It was in April 2015 that Might Bite first did it. Seemingly working his way into an unassailable position in a Cheltenham novice hurdle on just his third start, he lost focus and began veering off course despite jockey Nico de Boinville’s obvious urgings.
With half a furlong to go he had almost stopped, but in the style that would come to define his mercurial yet brilliant career he rallied, bursting up the rail to claim a length success from near-certain defeat.
Little could connections know at that moment, that 23 months later the whole episode would be repeated in all together more dramatic circumstances on jump racing’s greatest stage.
“He already had the film-star looks when we bought him, but he did have his quirks on the racecourse,” says Simon Philip, of owners The Knot Again Partnership. “It was in that first run at Cheltenham that we first saw him jink coming up the run in.
“Prior to that there was no indication of quirks of that kind, he was just running straight as a die.
“We never really saw it anywhere else other than Cheltenham. Nicky [Henderson, trainer] had this theory that he was trying to run back down the chute that chucks you out on the course.
“It was never an issue at Kempton, Newbury or Aintree, and in fact after what happened in the RSA he never really did it again because Nicky straightened him out.”
Watch Might Bite's extraordinary RSA win
Selecting memorable moments from the careers of most horses is an easy process; a defining win, a brave loss or succeeding against the odds. Might Bite is different. He has the wins, the fans and the plaudits, but he was also the protagonist in moments of sheer drama the likes of which even the most seasoned racing enthusiasts find incomprehensible.
The 2017 RSA Chase was one of those moments, but was also a perfect encapsulation of everything that made Might Bite the horse he was.

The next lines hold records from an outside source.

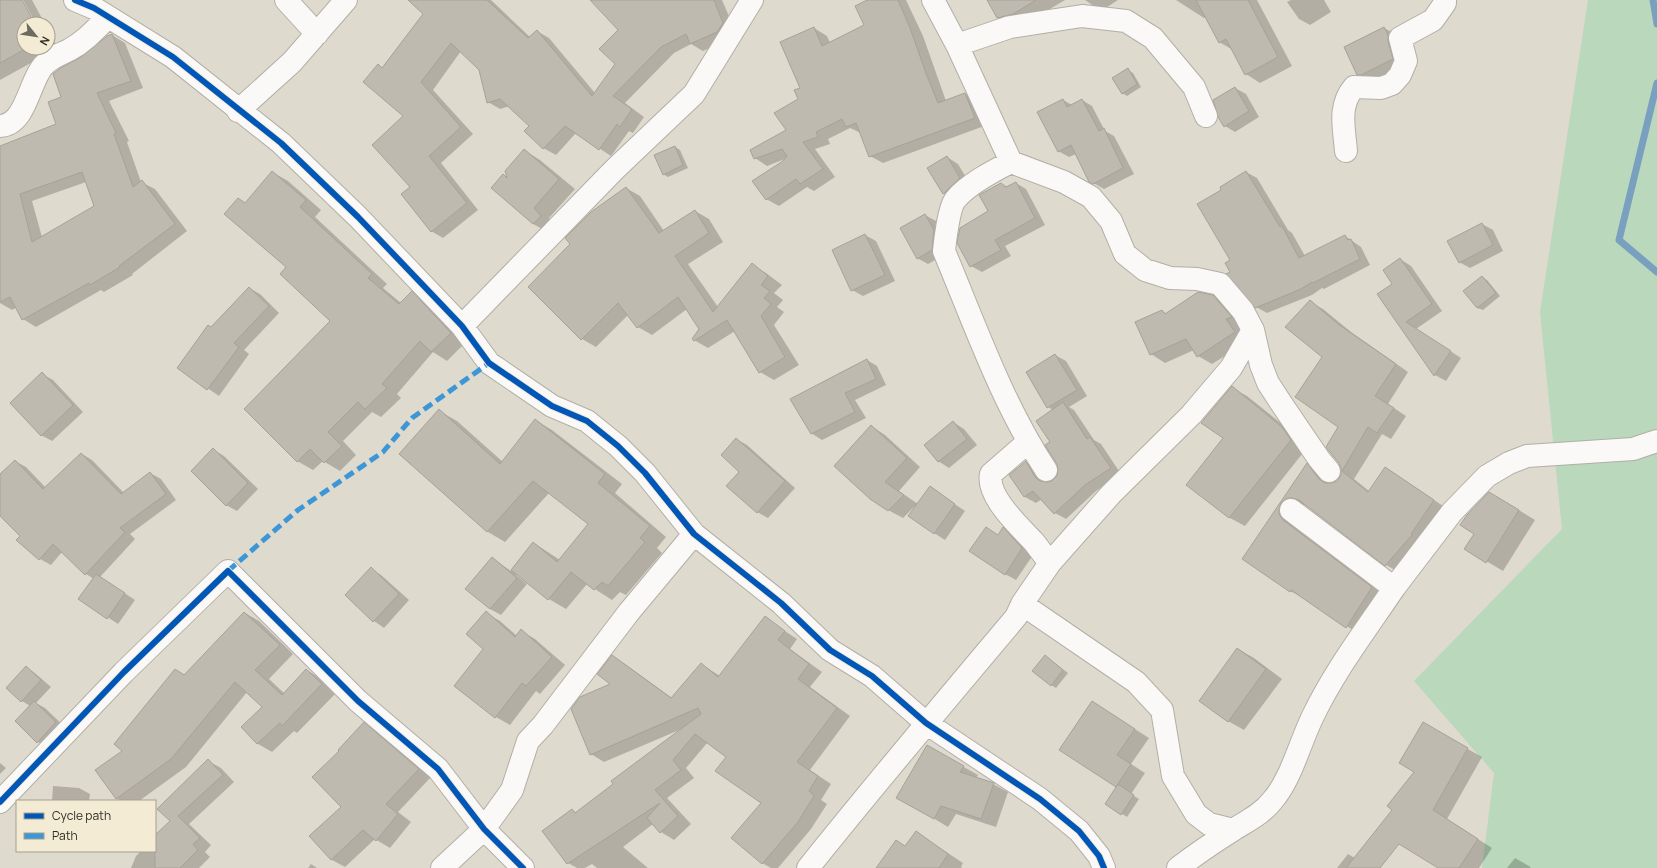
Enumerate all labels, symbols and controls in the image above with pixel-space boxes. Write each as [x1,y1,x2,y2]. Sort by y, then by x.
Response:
north arrow [16,16,56,56]
text: N [37,34,54,49]
legend [16,800,156,852]
text: Cycle path [52,807,111,824]
text: Path [52,827,78,844]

“We turned up that day and it was bright and sunny and I just thought this was the perfect day for Might Bite,” Philip says. “Watching the race I remember thinking that he was surely going to get reeled in at some point, but the pursuers weren’t getting closer.
“His ability to go that pace over three miles was just extraordinary. He was big, athletic and he used to just eat up the ground in the second half of his races. That was where he was so deadly.
“After he jumped the last I remember seeing him veer off and I turned away from the track. I never actually saw the end of the race, but was convinced he was going to throw it away.
“I was just incredulous. It looked as though he’d hit an iceberg halfway up the run-in. He was almost going at 90 degrees and had stopped to standstill in a Grade 1; there should be no coming back from that.
“It had all gone wrong and how he managed to pull that one out of the fire I have no idea. His ability to catch up with Whisper, to show that sort of acceleration at the end of a three-mile race was extraordinary.”
Might Bite
Age 12
Starts 25
Wins 10
Grade 1 wins 2017 RSA Novices’ Chase, 2017 Mildmay Novices’ Chase, 2017 King George VI Chase, 2018 Betway Bowl
Prize-money £606,915
Might Bite’s victory in the RSA formed part of vintage novice season during which he announced himself as the arguably the most talented chaser in Britain or Ireland.
His combination of effortless jumping and an impossibly high cruising speed first became apparent at Kempton in the Kauto Star Novices’ Chase in 2016, an occasion Philip, quite understandably, remembers intimately.
He says: “Going into the autumn of 2016 we were a bit wide-eyed wondering what was going to happen – we had a few options after he won at Doncaster and Nicky opted to go to Kempton.
“I honestly don’t think any of us really knew what we were dealing with until he turned into the straight on Boxing Day and all the best British novice chasers were scattered all over Surrey behind him.
“However, he got the last all wrong and fell. If he’d jumped it he would have won that race by a huge distance and the hype machine would have properly started.
“You look at it now and Frodon fell at the last that day as well, but he never got anywhere near Might Bite.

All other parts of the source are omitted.